## INPUT RECORDS
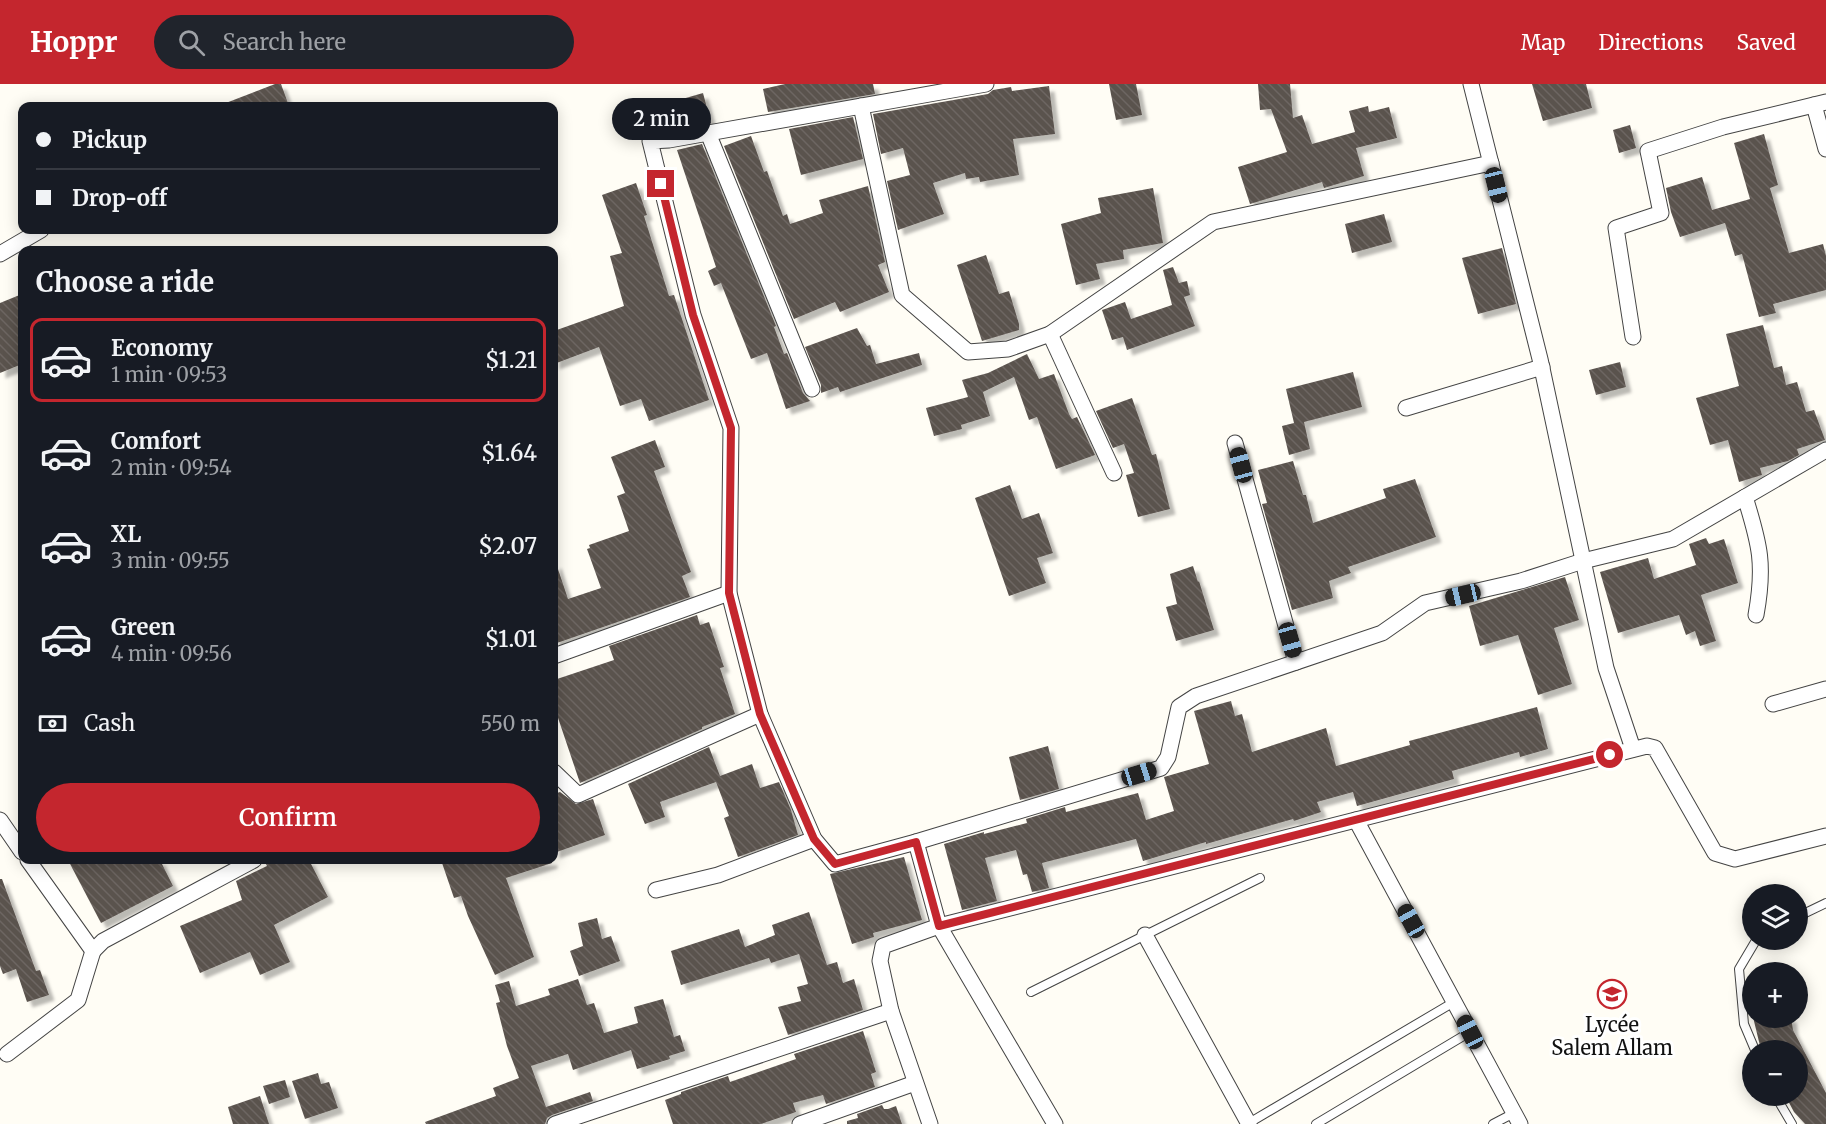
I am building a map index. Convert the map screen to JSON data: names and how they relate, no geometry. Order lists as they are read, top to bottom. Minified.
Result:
{"places":{"school or university":["Lycée Salem Allam"]},"page":{"header":"Hoppr","search":"Search here","nav":["Map","Directions","Saved"],"bubble":"2 min","banner":["Pickup","Drop-off"],"heading":"Choose a ride","list":[{"name":"Economy","note":"1 min · 09:53","value":"$1.21"},{"name":"Comfort","note":"2 min · 09:54","value":"$1.64"},{"name":"XL","note":"3 min · 09:55","value":"$2.07"},{"name":"Green","note":"4 min · 09:56","value":"$1.01"}],"pay":["Cash","550 m"],"buttons":"Confirm","map_buttons":["+","−"]}}
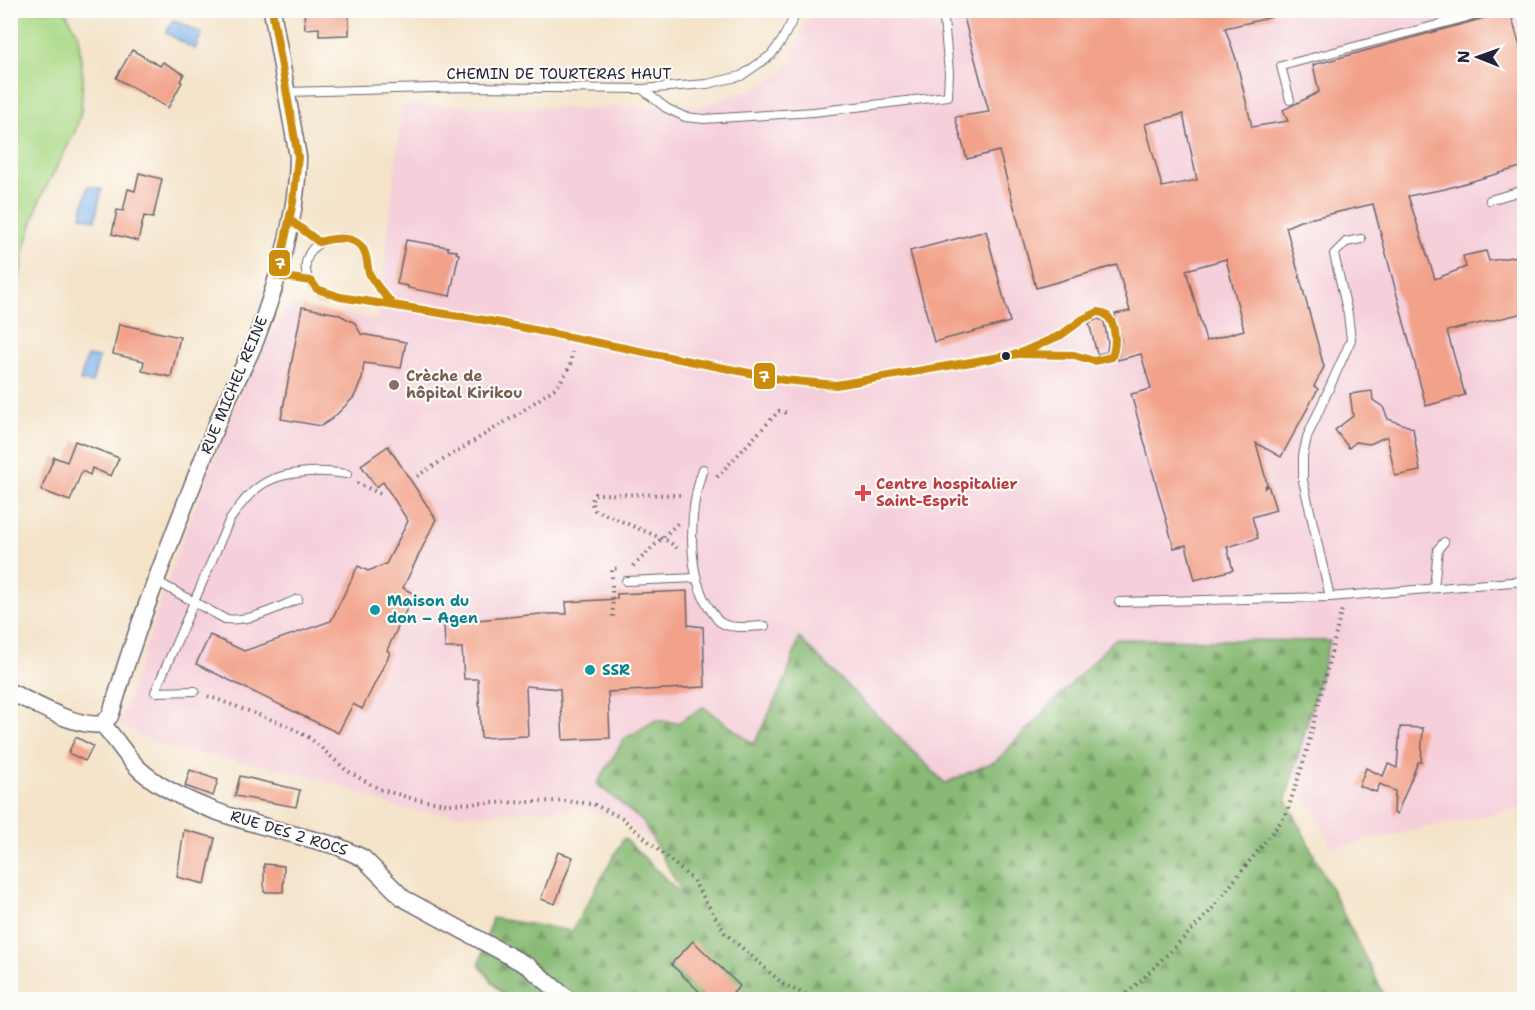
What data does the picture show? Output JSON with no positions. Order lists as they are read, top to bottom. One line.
{"streets":{"street":["RUE MICHEL REINE","RUE DES 2 ROCS"],"lane":["CHEMIN DE TOURTERAS HAUT"]},"crossings":[["CHEMIN DE TOURTERAS HAUT","RUE MICHEL REINE"],["RUE MICHEL REINE","RUE DES 2 ROCS"]],"places":{"other":["Crèche de hôpital Kirikou","Maison du don – Agen","SSR"],"health":["Centre hospitalier Saint-Esprit"]},"lines":["transit line 7"],"north":"left"}
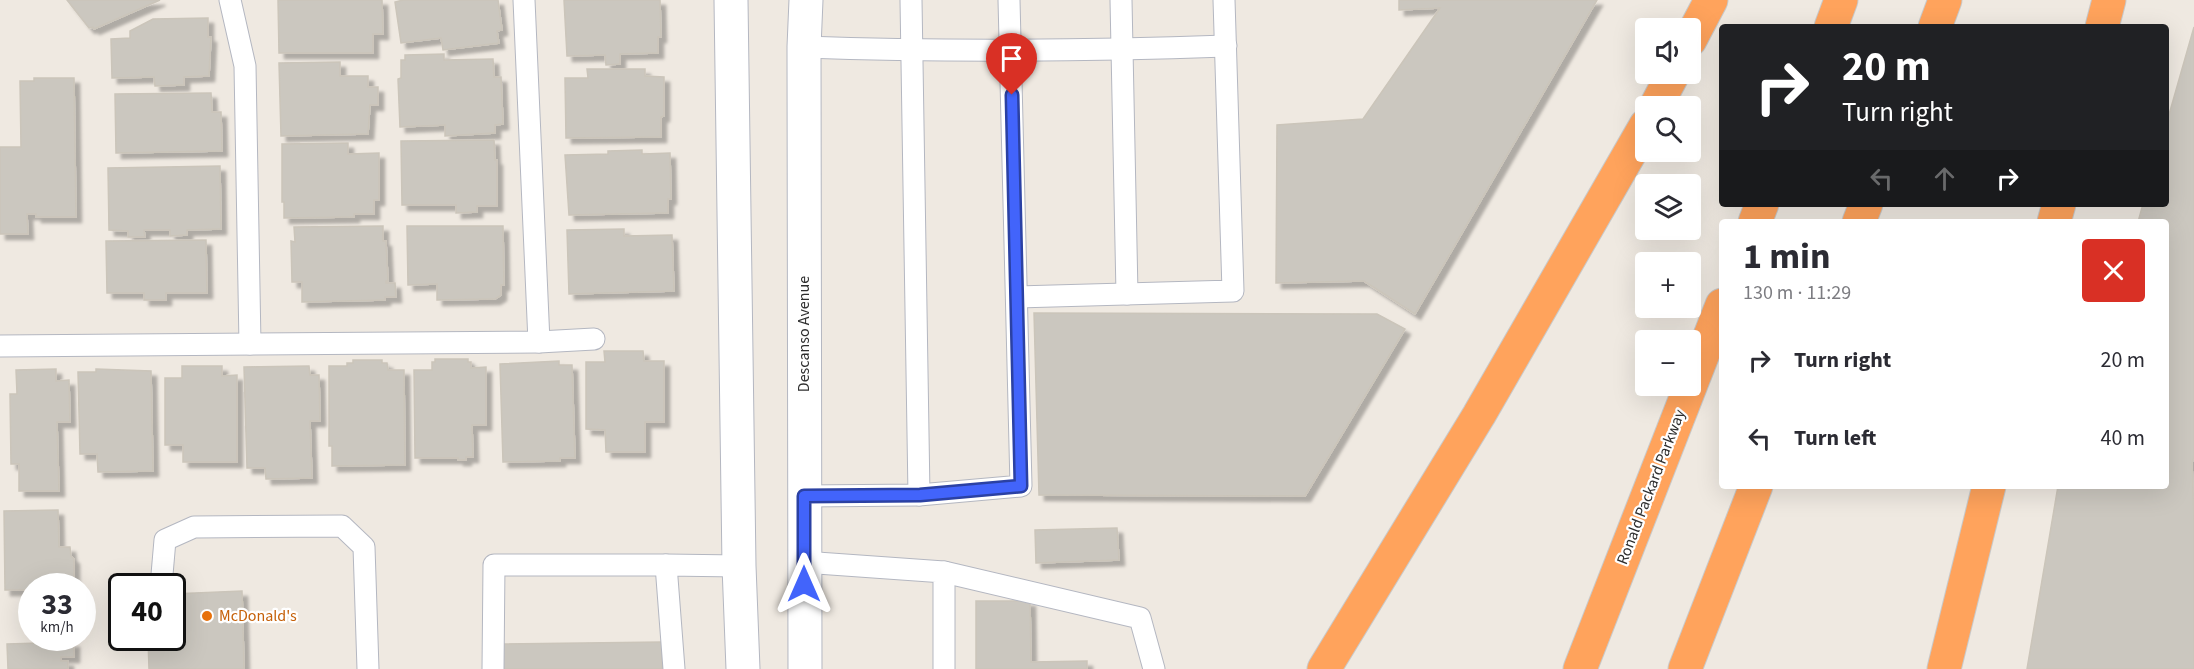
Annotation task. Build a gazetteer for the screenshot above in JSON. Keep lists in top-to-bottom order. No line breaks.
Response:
{"streets":{"highway":["Ronald Packard Parkway"],"street":["Descanso Avenue"]},"places":["McDonald's"],"page":{"map_buttons":["+","−"],"turn":["20 m","Turn right"],"heading":["1 min","130 m · 11:29"],"list":[{"name":"Turn right","value":"20 m"},{"name":"Turn left","value":"40 m"}],"speed":"33 km/h","limit":"40"}}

## WORK ORDER
Set down all of the entries exactly as they stand, without any image.

## RESPONSE TO THE TASK
I am building a map index. Convert the map screen to JSON data: names and how they relate, no geometry. Order lists as they are read, top to bottom. Minified.
Result:
{"places":{"school or university":["Lycée Salem Allam"]},"page":{"header":"Hoppr","search":"Search here","nav":["Map","Directions","Saved"],"bubble":"2 min","banner":["Pickup","Drop-off"],"heading":"Choose a ride","list":[{"name":"Economy","note":"1 min · 09:53","value":"$1.21"},{"name":"Comfort","note":"2 min · 09:54","value":"$1.64"},{"name":"XL","note":"3 min · 09:55","value":"$2.07"},{"name":"Green","note":"4 min · 09:56","value":"$1.01"}],"pay":["Cash","550 m"],"buttons":"Confirm","map_buttons":["+","−"]}}
What data does the picture show? Output JSON with no positions. Order lists as they are read, top to bottom. One line.
{"streets":{"street":["RUE MICHEL REINE","RUE DES 2 ROCS"],"lane":["CHEMIN DE TOURTERAS HAUT"]},"crossings":[["CHEMIN DE TOURTERAS HAUT","RUE MICHEL REINE"],["RUE MICHEL REINE","RUE DES 2 ROCS"]],"places":{"other":["Crèche de hôpital Kirikou","Maison du don – Agen","SSR"],"health":["Centre hospitalier Saint-Esprit"]},"lines":["transit line 7"],"north":"left"}
Annotation task. Build a gazetteer for the screenshot above in JSON. Keep lists in top-to-bottom order. No line breaks.
Response:
{"streets":{"highway":["Ronald Packard Parkway"],"street":["Descanso Avenue"]},"places":["McDonald's"],"page":{"map_buttons":["+","−"],"turn":["20 m","Turn right"],"heading":["1 min","130 m · 11:29"],"list":[{"name":"Turn right","value":"20 m"},{"name":"Turn left","value":"40 m"}],"speed":"33 km/h","limit":"40"}}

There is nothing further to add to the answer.